Film da (ri)scoprire: “C’è ancora domani”, regia di Paola Cortellesi. Chiamiamolo ancora amore.

Il cinema italiano vive ondate strane. Accade che un film faccia scuola e clamore, per poi venire copiato per i successivi quindici anni, in cui poi ci si lamenta del calo delle presenze. Eppure, sarà una congiuntura astrale particolarmente favorevole, sarà un bisogno inespresso di storie pesanti raccontate con leggerezza, se talora accade che una pellicola italiana faccia il pieno di consensi, nelle giurie e al botteghino.

Questo non sta accadendo solo in Italia. “C’è ancora domani”, esordio alla regia di Paola Cortellesi, che recita assieme a Valerio Mastandrea, Emanuela Fanelli, Vinicio Marchioni, è stato distribuito con un poderoso successo di pubblico in 18 Paesi di tutto il mondo. Sono ancora fresche le scene della piccola schiera di David poggiati ai piedi di Paola Cortellesi (sei vinti su candidature in pressoché ogni categoria) alla cerimonia di premiazione.

La storia, girata in bianco e nero, è quella di Delia, sposata al violento Ivano, con cui ha tre figli, nella Roma ancora città aperta, dilaniata dagli stenti, subito dopo la liberazione dal nazifascismo, in un’Italia che si prepara a vivere la prima consultazione elettorale a suffragio universale. Qui Delia si barcamena per mettere il piatto sulla tavola della famiglia, di cui fa parte pure un suocero allettato che si unisce volentieri alle umiliazioni da parte di Ivano, concedendosi radi e innocenti piaceri di straforo, tra cui una lettera misteriosa.

La scena emblematica del film è una danza, sulle note di “Nessuno” di Mina, interpretata dai Musica Nuda di Petra Magoni e Ferruccio Spinetti, che in realtà cela una delle violenze perpetrate da Ivano. Ricordo il mio vicino di posto, in sala, che al primo schiaffone della scena ha riso di gusto, ma potevo percepire il suo sangue raggelarsi progressivamente man mano che la danza proseguiva.

È questo il segreto del successo del film.

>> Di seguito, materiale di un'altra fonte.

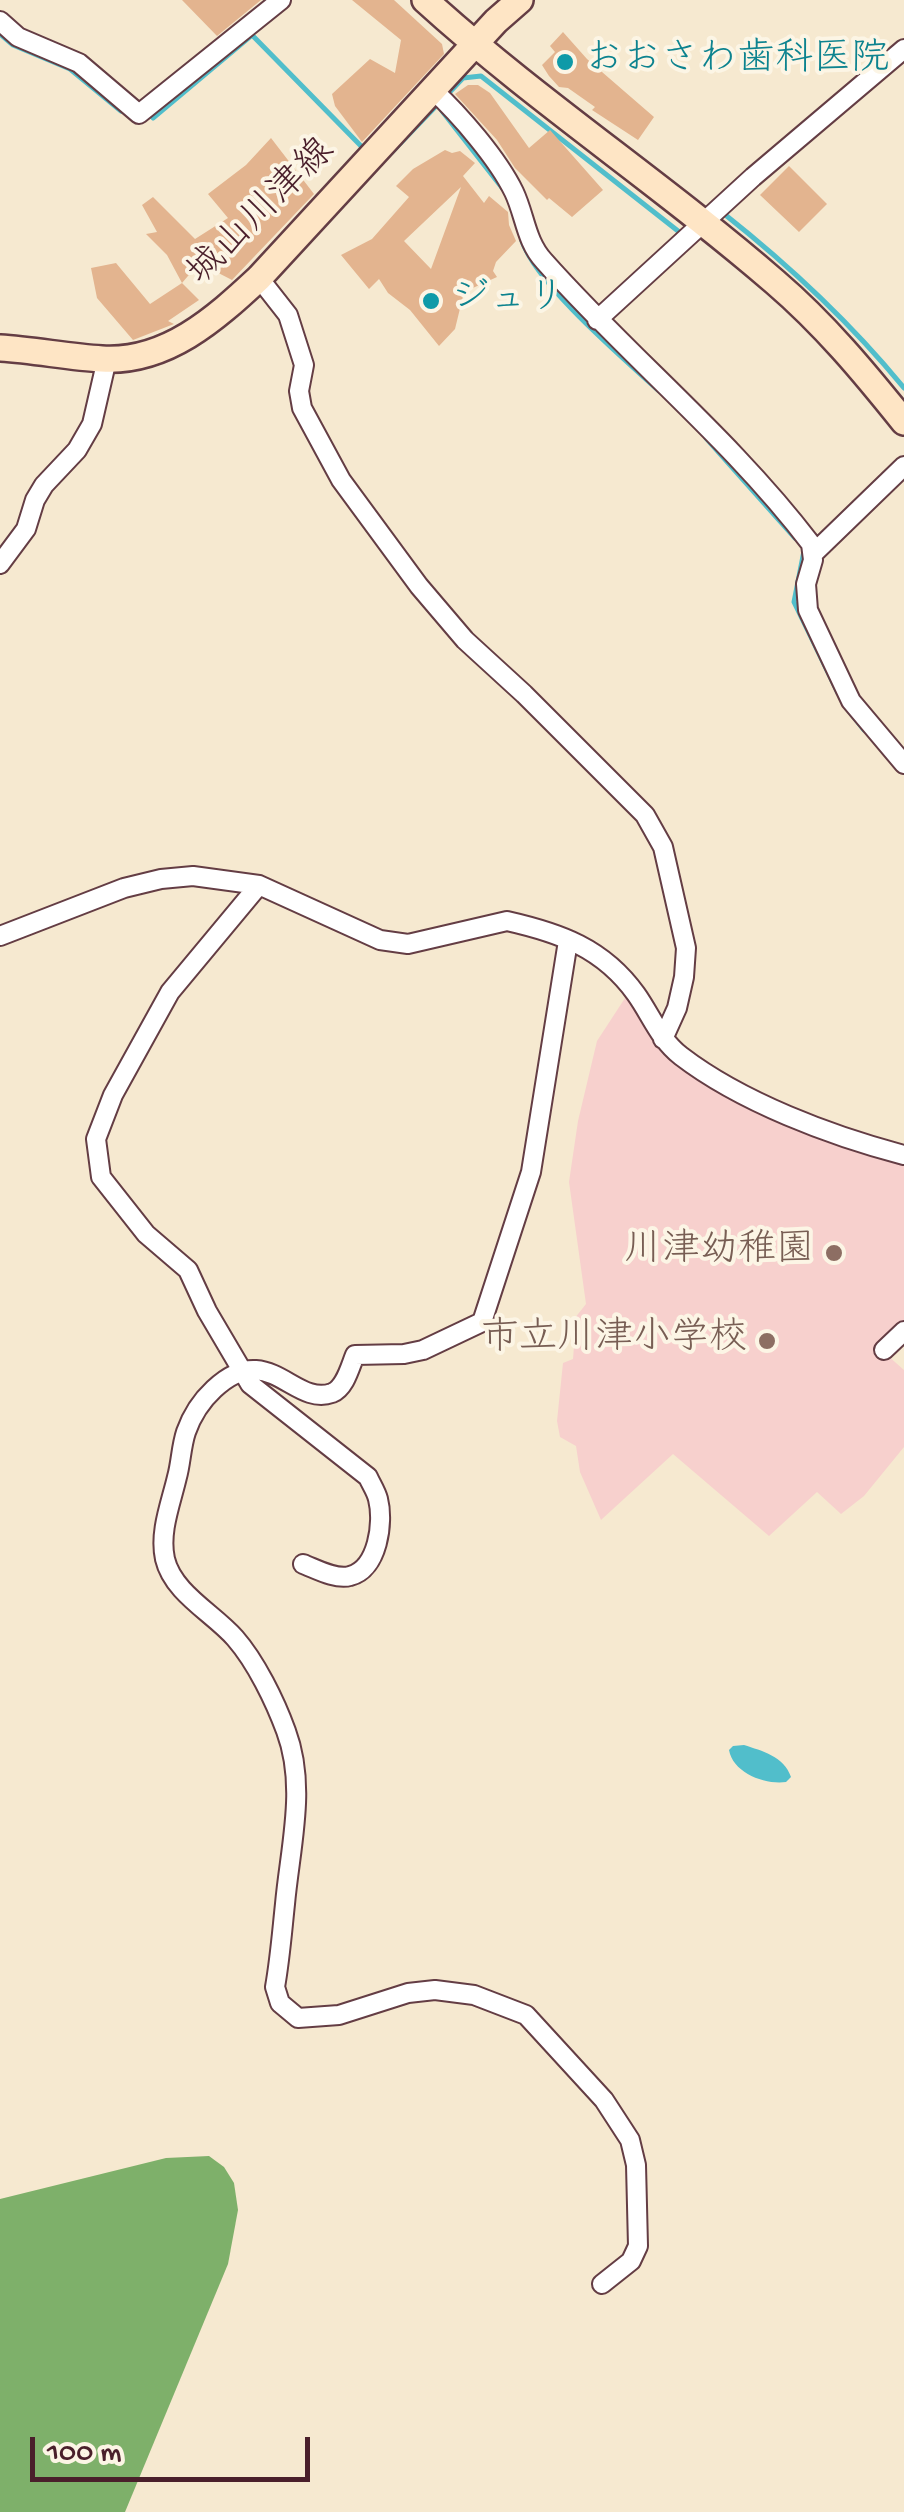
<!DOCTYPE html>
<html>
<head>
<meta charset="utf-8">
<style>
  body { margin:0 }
  #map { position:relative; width:904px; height:2512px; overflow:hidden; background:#f6e9d0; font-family:"Gochi Hand",sans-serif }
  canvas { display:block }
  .scale { position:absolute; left:30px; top:2437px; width:280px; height:45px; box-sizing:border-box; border:5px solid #4a1f2b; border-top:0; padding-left:12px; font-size:30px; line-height:35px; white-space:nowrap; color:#4a1f2b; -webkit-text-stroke:8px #fcf5e5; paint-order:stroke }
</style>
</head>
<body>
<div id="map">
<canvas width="904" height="2512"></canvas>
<div class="scale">100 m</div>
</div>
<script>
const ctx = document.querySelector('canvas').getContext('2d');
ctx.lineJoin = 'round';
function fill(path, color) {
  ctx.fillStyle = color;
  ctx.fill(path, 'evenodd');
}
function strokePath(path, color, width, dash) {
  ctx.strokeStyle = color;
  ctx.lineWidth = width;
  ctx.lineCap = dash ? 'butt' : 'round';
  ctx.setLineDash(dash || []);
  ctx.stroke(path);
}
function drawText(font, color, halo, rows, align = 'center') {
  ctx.font = font + ' "Gochi Hand","Klee One",sans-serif';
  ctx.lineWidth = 8;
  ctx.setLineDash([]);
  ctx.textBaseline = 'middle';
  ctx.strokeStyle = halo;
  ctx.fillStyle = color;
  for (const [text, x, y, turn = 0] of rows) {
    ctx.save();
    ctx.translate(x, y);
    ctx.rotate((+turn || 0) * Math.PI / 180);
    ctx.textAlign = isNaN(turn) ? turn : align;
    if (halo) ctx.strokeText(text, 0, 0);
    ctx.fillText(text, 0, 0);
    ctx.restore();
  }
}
const built = new Path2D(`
  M 627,995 L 658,1046 L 675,1063 L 695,1076 L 904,1163 L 904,1323 L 878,1347 L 904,1370 L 904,1447 L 864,1496 L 841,1514 L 817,1492 L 769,1536 L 673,1454 L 601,1520 L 580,1472 L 576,1446 L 560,1437 L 557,1421 L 563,1363 L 573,1359 L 575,1333 L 567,1328 L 586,1304 L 569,1182 L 578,1121 L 597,1041 Z`);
const forest = new Path2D(`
  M 209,2156 L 224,2167 L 234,2183 L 238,2210 L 228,2264 L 125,2512 L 0,2512 L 0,2199 L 166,2158 Z`);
const water = new Path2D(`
  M 744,1745 C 762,1751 784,1756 791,1777 L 786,1782 C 765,1785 733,1773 729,1750 L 733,1746 Z`);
const stream = new Path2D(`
  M 0,34 L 13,45 L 70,69 L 121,111
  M 446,96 L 463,78 L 481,76 L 678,231
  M 442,111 L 503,189
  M 153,118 L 252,35 L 361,146 L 366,147
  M 391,153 L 438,104
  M 723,213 C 790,266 850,322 904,388
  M 522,241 C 537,285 623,358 659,391
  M 706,438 L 795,538
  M 804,551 L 794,602 L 838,693
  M 849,711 L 864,730`);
const building = new Path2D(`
  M 182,0 L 261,0 L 217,36 Z
  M 352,0 L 394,0 L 442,44 L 444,54 L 362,142 L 335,106 L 332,94 L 370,59 L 395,73 L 401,40 Z
  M 563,32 L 587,59 L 654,117 L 638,140 L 592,110 L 595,107 L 568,88 L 559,87 L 549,76 L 542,65 L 555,52 L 550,46 Z
  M 468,85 L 478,85 L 490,93 L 529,148 L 550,130 L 603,190 L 572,217 L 549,198 L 547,200 L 515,168 L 497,140 L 455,94 Z
  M 271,138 L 314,194 L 232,280 L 199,263 L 182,283 L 167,255 L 146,234 L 157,232 L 142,205 L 153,197 L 195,239 L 228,218 L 208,194 L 246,165 Z
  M 445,150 L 452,153 L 460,151 L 475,163 L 463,176 L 484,203 L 489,196 L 508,212 L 509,225 L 516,241 L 496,262 L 493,271 L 497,277 L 464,292 L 455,329 L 439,346 L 410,310 L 388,293 L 379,279 L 369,289 L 341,255 L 372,239 L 409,197 L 396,186 L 413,169 ZM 461,187 L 431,269 L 404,241 Z
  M 789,166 L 827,204 L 799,232 L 760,195 Z
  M 116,263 L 150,304 L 182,283 L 199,300 L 168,321 L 174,324 L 133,340 L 97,298 L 91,268 Z`);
const street = new Path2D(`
  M 0,21 L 18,37 L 79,63 L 139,114 L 281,0
  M 433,90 C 460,115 498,159 514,192 C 525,215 526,242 544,261 C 630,358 732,440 811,544 L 813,560 L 806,584 L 808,610 L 851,701 L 904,764
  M 259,278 L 288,315 L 304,365 L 299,391 L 302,408 L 341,480 L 419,586 L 465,640 L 524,694 L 645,815 L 663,847 L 686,948 L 684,977 L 677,1008 L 663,1039
  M 597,320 L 753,177 L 904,49
  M 814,553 L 904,466
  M 0,564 L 26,529 L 35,500 L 44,485 L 77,450 L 92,424 L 107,359
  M 259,885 L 170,992 L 113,1095 L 96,1139 L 101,1177 L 146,1234 L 188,1270 L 207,1311 L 250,1384 L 368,1477 C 371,1484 376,1491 378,1499 C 384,1522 378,1569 350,1576 C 336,1580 316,1569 303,1564
  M 0,936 L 124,888 L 161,879 L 193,876 L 259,885 L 380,940 L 408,944 L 507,921 C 560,933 603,948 636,994 C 651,1015 660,1040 681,1056 C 741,1102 831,1136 904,1155
  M 568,941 L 531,1172 L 482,1322 L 423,1350 L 404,1354 L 355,1355 C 350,1367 345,1388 332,1393 C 293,1407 268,1338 214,1389 C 201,1401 192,1415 186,1432 C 181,1447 181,1463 177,1477 C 171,1503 159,1532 165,1559 C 173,1593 213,1613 235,1638 C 256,1662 275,1701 286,1731 C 307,1787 290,1847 285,1904 C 282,1932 280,1959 275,1987 L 280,2003 L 298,2018 L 339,2015 L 408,1993 L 435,1990 L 474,1995 L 526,2015 L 604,2100 L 630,2140 L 636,2165 L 638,2246 L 631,2261 L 602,2284
  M 884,1350 L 904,1331`);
const secondary = new Path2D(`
  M 425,0 C 536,101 662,184 775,282 C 824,324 864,372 904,422
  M 0,348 C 34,350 68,357 102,359 C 166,363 215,319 259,278 L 496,21 L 520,0`);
const markers = [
  [565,62,10,"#0f9aa8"],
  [431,301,10,"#0f9aa8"],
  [834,1253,10,"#8d6e63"],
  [767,1341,10,"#8d6e63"]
];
const cultureNames = [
  ["おおさわ歯科医院",585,62],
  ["ジュリ",451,301]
];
const streetNames = [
  ["城山川津線",263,214,-45]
];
const educationNames = [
  ["川津幼稚園",814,1253],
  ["市立川津小学校",747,1341]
];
fill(built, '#f7d0cd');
fill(forest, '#7eb06a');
fill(water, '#51becb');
strokePath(stream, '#51becb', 5);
fill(building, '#e3b48f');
strokePath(street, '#643d44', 22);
strokePath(secondary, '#643d44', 30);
strokePath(street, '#fff', 18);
strokePath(secondary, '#fee5c5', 25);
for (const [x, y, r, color] of markers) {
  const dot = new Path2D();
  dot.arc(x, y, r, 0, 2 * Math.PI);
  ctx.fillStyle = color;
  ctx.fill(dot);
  strokePath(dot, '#fcf5e5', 4);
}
drawText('38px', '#0d838f', '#fcf5e5', cultureNames, 'left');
drawText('38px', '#4a1f2b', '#fcf5e5', streetNames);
drawText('38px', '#785e54', '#fcf5e5', educationNames, 'right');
</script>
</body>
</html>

Ho letto decine di recensioni, più o meno centrate, più o meno blasonate, da chi ha osannato un film che non slega il nazionalpopolare dall’autoriale, a chi lo ha bollato come l’ennesimo film maccheronico vestito a festa grazie a una macchina produttiva ben alimentata.

Personalmente, penso che il pubblico abbia bisogno di non essere preso in giro, e che gli si raccontino storie che, seppur romanzate, hanno un valore condivisibile davanti a un caffè o in una classe scolastica. È facile empatizzare con Delia, trovando in lei un punto d’accesso in questa storia, con il proprio vissuto esistenziale, storico, politico, al di là di qualche buco, anche evidente, della sceneggiatura. Dubito ci fosse da aspettarsi il film concettualmente arzigogolato o un film che andasse spiegato a estimatrici e estimatori dei classici dei film neorealisti o di altri film più raffinati sull’immediato secondo dopoguerra.

Il film ha due insegnamenti davanti a sé: una storia di violenza famigliare, raccontata all’italiana, citando con deferenza Wertmüller, De Sica, Rossellini; il sapore della partecipazione popolare al futuro del Paese. La prima lezione, nelle testimonianze delle settimane immediatamente successive all’uscita del film, pare sia arrivata a compimento, per un aumento sensibile delle denunce per violenza domestica, scaturito proprio dalla visione del film anche in ambito scolastico. La seconda, visti ancora i dati preoccupanti sull’astensionismo al voto, anche in occasione delle ultime elezioni europee e amministrative, sembra avere bisogno di un altro film. O forse, di un altro Paese.